» **Task statement**: The string "image" appears in some lines of the entries that follow; copy each such line.

» **Collected data**:
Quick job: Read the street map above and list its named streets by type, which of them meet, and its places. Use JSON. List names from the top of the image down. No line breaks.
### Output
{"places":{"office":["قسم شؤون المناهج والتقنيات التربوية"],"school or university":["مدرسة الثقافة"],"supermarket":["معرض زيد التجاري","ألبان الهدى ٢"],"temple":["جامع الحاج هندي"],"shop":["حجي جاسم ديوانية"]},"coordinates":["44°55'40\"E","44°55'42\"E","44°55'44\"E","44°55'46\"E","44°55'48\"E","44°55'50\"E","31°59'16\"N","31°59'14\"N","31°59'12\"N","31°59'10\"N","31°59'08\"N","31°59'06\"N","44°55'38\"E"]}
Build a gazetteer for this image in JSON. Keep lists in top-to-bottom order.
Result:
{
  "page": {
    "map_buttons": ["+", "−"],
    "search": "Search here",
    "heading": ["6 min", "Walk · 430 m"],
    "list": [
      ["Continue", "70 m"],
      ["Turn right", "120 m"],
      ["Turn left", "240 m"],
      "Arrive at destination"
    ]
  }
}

» **Finished task**:
Quick job: Read the street map above and list its named streets by type, which of them meet, and its places. Use JSON. List names from the top of the image down. No line breaks.
Build a gazetteer for this image in JSON. Keep lists in top-to-bottom order.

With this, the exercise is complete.